FFWD Weekly
Copyright © 1999. All Rights Reserved

Bookends
by FFWD Staff

If you went to PanCanadian PlayRites earlier this winter you might have seen Paul Quarrington's mainstage play Dying is Easy. The title comes from an old actor's saying: "Dying is easy, comedy is hard." Well, if comedy is so hard, Quarrington must like to struggle, because he keeps on writing it. The author of Civilization and King Leary and even a Gemini-winning episode of Due South is known as a funny writer, but has said that "in no way" does he think of himself as a humourist: since he grew up reading Vonnegut and Brautigan and Heller, "I just thought being funny was part of the job." And it's a job he takes seriously — he named his two kids after writers Carson McCullers and Flannery O'Connor. How many assistant branch managers would do the same in honour of their professional inspirations?

The title of Quarrington's new novel, The Spirit Cabinet , doesn't instantly suggest the story of a monosyllabic Vegas magician, which is what it's actually about – but if you think about it, you can kind of see it. The cigar-puffing jogger author from Don Mills is very much a guy type of man. Look at the evidence: you've got sports like hockey, you've got fly-fishing, you've got someone who's a self-described "chubby white bluesman." Case closed. Naturally he's pretty up-to-date, technology-wise, so you can read all about him at www.quarrington.org. Or you can do that retro non-virtual (is there a word for that?) thing and just physically go to the Big Secret Theatre, where Pages is sponsoring a reading on Thursday, April 8 at 7:30 p.m.

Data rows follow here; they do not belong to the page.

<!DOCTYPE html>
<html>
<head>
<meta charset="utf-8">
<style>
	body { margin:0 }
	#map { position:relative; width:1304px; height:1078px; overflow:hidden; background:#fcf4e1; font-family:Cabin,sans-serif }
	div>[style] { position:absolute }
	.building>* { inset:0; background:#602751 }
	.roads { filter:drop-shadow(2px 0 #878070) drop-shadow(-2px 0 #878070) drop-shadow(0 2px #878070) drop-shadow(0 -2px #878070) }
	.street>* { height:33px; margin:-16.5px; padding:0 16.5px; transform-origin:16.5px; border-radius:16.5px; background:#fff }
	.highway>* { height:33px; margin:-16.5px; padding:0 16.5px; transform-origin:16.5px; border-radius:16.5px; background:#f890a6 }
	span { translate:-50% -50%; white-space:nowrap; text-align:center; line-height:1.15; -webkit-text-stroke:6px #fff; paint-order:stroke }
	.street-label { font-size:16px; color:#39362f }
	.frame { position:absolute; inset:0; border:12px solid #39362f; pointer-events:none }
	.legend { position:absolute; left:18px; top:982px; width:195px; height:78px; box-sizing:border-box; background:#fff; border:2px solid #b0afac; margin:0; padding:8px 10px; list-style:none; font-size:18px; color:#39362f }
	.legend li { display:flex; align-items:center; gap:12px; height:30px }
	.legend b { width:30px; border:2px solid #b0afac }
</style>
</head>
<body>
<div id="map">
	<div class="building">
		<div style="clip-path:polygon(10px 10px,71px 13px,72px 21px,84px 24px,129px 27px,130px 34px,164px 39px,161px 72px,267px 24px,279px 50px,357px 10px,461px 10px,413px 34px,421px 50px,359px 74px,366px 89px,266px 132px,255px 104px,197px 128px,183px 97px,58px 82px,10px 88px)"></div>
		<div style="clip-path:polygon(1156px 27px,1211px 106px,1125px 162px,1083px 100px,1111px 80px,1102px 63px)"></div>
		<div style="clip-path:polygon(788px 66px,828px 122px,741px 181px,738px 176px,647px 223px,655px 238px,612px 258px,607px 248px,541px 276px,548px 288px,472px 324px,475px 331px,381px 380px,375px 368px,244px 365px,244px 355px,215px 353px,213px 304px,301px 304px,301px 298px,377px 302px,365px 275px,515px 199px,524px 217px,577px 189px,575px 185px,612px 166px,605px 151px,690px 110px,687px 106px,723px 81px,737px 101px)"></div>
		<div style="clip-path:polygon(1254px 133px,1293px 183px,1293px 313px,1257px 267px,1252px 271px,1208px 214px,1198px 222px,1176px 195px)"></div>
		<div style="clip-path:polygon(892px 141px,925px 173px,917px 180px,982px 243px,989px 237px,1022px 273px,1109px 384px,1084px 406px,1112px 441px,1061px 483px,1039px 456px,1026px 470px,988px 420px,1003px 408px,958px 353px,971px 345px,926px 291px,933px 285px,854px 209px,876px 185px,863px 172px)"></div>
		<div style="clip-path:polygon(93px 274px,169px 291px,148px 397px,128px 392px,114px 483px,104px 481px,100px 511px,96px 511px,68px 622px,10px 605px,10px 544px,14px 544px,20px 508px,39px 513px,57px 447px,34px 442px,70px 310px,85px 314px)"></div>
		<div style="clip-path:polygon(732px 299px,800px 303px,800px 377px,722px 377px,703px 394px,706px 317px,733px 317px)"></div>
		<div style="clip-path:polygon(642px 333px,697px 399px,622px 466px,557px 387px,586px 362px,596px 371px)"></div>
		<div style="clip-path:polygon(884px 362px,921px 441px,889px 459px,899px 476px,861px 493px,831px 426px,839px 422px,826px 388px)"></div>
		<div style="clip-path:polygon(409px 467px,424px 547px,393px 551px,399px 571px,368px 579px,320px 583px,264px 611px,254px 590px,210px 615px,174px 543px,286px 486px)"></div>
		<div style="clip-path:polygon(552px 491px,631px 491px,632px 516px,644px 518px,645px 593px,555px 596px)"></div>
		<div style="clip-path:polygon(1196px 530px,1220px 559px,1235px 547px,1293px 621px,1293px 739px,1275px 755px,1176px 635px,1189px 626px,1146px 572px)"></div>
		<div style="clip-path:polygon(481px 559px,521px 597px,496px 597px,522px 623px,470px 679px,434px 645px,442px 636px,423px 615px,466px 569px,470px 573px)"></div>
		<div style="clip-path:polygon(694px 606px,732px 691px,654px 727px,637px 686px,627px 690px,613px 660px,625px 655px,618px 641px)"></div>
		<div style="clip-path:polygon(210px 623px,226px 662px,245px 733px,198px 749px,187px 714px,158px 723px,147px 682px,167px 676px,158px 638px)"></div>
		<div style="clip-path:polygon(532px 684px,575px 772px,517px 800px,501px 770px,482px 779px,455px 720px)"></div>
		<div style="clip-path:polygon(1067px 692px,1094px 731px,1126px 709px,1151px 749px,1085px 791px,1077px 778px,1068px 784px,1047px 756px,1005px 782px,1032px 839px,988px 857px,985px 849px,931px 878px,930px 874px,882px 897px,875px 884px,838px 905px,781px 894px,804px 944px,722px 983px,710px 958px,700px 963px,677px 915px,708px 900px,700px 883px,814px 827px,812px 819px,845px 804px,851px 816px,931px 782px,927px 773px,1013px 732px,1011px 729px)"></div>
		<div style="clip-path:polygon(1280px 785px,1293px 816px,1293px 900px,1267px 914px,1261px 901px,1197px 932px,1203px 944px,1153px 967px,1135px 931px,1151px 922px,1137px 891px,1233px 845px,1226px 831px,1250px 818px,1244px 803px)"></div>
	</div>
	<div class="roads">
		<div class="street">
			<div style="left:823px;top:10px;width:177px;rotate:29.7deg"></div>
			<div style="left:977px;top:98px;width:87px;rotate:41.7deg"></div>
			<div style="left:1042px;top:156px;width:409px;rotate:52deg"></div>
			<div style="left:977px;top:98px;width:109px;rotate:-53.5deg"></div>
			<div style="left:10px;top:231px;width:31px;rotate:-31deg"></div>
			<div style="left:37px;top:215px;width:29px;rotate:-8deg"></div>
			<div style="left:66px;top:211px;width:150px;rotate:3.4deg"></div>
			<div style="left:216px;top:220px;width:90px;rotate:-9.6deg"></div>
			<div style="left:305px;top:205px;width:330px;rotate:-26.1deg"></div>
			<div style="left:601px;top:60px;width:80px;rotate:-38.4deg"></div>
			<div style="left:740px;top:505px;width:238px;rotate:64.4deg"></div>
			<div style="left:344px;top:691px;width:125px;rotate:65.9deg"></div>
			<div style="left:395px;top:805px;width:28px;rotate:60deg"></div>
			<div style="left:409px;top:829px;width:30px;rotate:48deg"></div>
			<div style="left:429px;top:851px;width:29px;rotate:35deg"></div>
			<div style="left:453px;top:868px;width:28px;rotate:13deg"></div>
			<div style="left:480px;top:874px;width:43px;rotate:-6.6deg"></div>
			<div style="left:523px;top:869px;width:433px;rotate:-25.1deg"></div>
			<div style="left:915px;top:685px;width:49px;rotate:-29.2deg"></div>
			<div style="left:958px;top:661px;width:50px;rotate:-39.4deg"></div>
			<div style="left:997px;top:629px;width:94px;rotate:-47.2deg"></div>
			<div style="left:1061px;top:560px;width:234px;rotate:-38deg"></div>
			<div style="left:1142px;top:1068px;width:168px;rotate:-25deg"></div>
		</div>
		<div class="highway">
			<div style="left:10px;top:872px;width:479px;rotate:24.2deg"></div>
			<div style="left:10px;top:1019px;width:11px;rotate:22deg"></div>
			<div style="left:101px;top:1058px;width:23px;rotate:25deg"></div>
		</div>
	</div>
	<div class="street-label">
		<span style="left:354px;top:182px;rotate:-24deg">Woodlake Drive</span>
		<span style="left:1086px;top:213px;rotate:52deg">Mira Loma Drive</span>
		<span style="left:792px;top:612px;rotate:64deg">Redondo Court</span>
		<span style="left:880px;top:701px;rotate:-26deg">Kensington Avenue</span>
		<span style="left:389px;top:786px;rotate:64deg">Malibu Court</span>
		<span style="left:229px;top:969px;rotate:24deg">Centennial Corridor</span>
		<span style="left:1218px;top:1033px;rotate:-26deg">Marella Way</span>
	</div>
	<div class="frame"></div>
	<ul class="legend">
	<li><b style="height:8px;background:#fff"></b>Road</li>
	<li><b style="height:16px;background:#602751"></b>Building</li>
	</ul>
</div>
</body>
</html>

Same event, different guy: David Gilmour also reads at the Big Secret Theatre, from his new novel Lost Between Houses. If you watch CBC TV, which according to some local journalists you probably don't, or at least wouldn't mind not doing if the national broadcaster disappeared – poof – then you know who Gilmour is. Learn about his print-medium, non-broadcast side at this small, um, live broadcast. Isn't it a small broadcast even if it's just a person talking to a bunch of other people in a theatre? Sure it is.